Task description: Set down exactly the lines below, from the one containing "<button>+</button>" through the final line, and include no others.

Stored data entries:

Start of Block

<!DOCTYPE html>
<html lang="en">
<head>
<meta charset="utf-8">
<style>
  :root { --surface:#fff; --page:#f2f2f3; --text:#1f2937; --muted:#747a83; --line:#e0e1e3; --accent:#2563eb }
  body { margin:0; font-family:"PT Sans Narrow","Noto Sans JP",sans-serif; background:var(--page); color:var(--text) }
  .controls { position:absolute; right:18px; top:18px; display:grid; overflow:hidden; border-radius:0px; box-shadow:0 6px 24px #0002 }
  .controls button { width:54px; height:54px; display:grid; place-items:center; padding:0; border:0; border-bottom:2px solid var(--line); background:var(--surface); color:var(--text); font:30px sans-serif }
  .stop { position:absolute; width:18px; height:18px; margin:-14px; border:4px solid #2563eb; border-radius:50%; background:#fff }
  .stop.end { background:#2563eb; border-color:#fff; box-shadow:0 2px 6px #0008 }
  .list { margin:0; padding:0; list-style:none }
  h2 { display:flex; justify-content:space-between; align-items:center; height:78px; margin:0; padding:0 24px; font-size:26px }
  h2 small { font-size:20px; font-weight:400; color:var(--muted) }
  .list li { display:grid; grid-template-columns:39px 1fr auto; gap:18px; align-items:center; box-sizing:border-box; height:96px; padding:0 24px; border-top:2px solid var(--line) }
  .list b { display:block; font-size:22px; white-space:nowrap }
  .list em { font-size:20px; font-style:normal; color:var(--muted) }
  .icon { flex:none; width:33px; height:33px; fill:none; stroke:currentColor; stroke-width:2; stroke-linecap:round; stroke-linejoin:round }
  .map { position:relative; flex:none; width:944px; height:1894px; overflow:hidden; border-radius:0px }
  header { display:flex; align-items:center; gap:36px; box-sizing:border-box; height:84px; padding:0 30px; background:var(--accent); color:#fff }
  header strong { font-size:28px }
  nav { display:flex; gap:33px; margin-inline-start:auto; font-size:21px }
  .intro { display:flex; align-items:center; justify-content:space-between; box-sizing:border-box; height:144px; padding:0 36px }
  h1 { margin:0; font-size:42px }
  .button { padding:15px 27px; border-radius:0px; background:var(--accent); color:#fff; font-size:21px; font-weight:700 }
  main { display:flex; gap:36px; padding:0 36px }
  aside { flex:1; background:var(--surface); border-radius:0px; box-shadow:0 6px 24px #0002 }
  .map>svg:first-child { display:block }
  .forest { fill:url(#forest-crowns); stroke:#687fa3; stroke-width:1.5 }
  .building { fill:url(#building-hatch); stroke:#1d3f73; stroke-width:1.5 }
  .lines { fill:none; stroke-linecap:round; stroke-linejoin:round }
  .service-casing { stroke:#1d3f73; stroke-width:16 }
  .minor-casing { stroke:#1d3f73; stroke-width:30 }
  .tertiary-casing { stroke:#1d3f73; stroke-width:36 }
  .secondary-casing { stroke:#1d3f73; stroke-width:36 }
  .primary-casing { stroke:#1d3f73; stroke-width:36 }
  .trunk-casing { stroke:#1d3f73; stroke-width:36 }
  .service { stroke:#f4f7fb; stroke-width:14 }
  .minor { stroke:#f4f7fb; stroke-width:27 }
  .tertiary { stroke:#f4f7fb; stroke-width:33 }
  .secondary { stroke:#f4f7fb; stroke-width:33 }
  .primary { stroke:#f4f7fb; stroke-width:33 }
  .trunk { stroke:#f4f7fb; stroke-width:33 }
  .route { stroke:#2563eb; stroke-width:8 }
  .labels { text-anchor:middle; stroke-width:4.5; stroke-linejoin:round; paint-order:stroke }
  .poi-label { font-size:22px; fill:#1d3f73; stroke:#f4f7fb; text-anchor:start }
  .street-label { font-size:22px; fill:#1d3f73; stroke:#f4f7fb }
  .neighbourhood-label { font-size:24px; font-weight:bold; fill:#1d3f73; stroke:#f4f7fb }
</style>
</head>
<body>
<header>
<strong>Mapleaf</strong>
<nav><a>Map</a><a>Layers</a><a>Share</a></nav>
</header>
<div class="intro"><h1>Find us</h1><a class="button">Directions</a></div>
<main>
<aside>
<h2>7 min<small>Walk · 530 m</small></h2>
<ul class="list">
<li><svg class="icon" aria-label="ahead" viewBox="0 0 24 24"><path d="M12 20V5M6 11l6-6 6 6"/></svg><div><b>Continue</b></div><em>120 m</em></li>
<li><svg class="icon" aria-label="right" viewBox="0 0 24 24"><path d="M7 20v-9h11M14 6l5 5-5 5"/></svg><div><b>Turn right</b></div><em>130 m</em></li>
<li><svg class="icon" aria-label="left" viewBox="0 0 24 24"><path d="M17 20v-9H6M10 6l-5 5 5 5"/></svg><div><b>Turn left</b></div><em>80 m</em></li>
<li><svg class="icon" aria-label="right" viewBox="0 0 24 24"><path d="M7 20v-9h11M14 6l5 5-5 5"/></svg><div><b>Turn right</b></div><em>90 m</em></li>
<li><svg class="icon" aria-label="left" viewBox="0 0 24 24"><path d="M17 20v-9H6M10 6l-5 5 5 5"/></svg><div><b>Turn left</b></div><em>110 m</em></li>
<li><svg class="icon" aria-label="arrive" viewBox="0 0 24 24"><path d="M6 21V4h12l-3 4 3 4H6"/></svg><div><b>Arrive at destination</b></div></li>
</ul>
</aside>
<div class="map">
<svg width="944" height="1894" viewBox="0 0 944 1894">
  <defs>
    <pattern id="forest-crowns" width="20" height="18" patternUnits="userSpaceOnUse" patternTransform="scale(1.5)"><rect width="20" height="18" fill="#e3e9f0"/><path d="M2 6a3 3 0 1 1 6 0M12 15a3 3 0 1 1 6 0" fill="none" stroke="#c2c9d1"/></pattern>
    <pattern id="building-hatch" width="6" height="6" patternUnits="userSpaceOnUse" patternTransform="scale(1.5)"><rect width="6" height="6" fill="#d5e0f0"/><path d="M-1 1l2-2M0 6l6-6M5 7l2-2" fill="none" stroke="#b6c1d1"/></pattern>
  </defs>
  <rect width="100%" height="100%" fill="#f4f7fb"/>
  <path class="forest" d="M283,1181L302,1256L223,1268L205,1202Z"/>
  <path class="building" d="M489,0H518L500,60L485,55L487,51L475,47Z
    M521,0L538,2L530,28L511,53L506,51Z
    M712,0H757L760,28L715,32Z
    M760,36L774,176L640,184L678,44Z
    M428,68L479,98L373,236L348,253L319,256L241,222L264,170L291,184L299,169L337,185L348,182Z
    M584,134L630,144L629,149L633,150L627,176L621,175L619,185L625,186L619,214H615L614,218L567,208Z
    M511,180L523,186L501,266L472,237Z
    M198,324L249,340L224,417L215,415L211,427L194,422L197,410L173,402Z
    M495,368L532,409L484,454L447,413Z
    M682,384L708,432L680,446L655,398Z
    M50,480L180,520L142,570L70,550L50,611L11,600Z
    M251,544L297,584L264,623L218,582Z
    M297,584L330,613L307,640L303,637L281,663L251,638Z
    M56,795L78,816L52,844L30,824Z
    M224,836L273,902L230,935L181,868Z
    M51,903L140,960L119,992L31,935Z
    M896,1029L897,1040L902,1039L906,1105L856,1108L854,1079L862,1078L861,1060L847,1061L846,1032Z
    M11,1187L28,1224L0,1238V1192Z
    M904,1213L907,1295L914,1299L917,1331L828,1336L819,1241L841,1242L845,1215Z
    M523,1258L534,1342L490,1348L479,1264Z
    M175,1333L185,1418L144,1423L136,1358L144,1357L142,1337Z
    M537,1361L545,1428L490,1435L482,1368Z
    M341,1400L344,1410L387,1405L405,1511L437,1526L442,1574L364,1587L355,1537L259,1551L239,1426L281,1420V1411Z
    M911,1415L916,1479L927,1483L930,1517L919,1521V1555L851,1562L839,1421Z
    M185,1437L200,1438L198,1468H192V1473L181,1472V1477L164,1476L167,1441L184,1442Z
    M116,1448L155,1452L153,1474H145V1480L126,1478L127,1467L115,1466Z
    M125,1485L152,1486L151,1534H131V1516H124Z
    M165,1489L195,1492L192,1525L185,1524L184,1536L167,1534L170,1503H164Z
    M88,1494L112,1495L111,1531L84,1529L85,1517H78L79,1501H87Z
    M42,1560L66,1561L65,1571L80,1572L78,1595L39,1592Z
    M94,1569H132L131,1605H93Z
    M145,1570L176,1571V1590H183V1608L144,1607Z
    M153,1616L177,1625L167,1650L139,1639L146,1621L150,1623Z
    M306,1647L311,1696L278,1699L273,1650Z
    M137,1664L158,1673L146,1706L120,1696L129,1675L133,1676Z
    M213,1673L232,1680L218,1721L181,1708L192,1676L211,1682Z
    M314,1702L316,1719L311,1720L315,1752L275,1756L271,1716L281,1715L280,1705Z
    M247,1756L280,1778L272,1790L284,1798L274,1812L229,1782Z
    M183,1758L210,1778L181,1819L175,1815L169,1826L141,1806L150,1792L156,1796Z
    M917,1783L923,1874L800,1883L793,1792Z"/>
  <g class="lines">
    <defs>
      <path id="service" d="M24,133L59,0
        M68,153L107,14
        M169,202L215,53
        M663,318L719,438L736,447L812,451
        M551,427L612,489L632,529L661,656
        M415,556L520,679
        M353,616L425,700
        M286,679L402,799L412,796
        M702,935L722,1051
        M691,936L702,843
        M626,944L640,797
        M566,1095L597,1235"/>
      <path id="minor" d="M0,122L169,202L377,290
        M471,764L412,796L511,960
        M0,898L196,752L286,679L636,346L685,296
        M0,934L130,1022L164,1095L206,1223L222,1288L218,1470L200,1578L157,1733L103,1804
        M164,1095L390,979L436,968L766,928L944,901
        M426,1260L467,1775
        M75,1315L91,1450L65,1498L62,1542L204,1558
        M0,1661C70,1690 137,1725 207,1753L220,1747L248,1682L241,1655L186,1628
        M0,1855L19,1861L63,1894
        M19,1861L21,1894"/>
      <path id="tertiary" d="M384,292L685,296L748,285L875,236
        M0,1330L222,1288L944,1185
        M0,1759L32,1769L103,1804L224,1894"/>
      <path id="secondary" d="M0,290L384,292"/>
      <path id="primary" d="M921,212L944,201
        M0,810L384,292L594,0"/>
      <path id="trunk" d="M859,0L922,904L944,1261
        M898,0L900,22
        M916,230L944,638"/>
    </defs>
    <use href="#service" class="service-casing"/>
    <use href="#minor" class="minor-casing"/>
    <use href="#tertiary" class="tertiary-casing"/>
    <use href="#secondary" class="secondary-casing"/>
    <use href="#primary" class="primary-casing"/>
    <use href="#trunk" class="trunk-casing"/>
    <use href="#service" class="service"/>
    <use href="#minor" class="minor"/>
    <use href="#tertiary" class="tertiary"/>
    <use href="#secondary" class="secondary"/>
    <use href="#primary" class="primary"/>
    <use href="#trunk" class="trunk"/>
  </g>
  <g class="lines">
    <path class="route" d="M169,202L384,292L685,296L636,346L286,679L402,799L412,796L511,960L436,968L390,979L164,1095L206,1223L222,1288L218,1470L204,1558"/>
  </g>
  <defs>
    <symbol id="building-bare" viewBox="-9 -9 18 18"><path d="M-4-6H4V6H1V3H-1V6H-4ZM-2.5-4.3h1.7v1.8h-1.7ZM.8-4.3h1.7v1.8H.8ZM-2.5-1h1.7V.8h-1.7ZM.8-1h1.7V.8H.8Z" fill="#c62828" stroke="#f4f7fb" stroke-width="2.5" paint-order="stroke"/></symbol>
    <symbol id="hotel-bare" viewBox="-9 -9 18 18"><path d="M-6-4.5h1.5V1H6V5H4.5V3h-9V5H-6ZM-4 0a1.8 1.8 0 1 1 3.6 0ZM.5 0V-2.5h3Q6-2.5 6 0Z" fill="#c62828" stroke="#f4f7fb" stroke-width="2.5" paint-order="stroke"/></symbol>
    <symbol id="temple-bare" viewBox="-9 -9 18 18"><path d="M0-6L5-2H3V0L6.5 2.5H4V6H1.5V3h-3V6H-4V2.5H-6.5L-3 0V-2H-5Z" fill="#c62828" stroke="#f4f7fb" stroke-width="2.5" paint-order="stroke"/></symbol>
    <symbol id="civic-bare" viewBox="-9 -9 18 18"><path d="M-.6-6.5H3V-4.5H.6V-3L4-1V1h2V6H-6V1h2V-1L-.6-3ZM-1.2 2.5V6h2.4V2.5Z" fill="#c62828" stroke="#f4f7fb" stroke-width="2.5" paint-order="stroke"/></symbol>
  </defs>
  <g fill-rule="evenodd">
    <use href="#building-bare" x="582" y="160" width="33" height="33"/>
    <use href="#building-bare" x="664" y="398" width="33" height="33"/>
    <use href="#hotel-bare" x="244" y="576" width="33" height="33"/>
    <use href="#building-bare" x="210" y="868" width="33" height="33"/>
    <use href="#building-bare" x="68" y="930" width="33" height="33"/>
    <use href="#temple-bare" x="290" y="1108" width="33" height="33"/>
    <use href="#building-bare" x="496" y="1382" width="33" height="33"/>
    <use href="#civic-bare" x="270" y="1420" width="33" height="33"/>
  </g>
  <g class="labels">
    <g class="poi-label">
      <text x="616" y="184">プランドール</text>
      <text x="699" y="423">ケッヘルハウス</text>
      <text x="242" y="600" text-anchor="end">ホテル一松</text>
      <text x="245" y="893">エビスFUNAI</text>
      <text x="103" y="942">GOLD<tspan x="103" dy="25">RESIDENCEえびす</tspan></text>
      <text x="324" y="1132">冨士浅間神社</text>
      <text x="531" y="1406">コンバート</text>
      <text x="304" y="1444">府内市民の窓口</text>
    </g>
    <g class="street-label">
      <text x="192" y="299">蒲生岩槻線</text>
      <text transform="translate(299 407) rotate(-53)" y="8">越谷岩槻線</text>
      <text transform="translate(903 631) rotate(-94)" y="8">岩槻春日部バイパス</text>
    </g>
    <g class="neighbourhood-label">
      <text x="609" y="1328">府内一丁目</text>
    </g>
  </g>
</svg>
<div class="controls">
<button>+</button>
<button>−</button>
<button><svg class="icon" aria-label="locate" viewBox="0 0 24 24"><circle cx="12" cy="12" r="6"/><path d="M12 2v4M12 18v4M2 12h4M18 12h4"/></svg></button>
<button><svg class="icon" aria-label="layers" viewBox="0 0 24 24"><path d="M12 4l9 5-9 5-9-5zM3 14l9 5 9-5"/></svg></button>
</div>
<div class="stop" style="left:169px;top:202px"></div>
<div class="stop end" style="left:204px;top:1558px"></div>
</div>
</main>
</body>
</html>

End of Block

Response to this exercise:
<button>+</button>
<button>−</button>
<button><svg class="icon" aria-label="locate" viewBox="0 0 24 24"><circle cx="12" cy="12" r="6"/><path d="M12 2v4M12 18v4M2 12h4M18 12h4"/></svg></button>
<button><svg class="icon" aria-label="layers" viewBox="0 0 24 24"><path d="M12 4l9 5-9 5-9-5zM3 14l9 5 9-5"/></svg></button>
</div>
<div class="stop" style="left:169px;top:202px"></div>
<div class="stop end" style="left:204px;top:1558px"></div>
</div>
</main>
</body>
</html>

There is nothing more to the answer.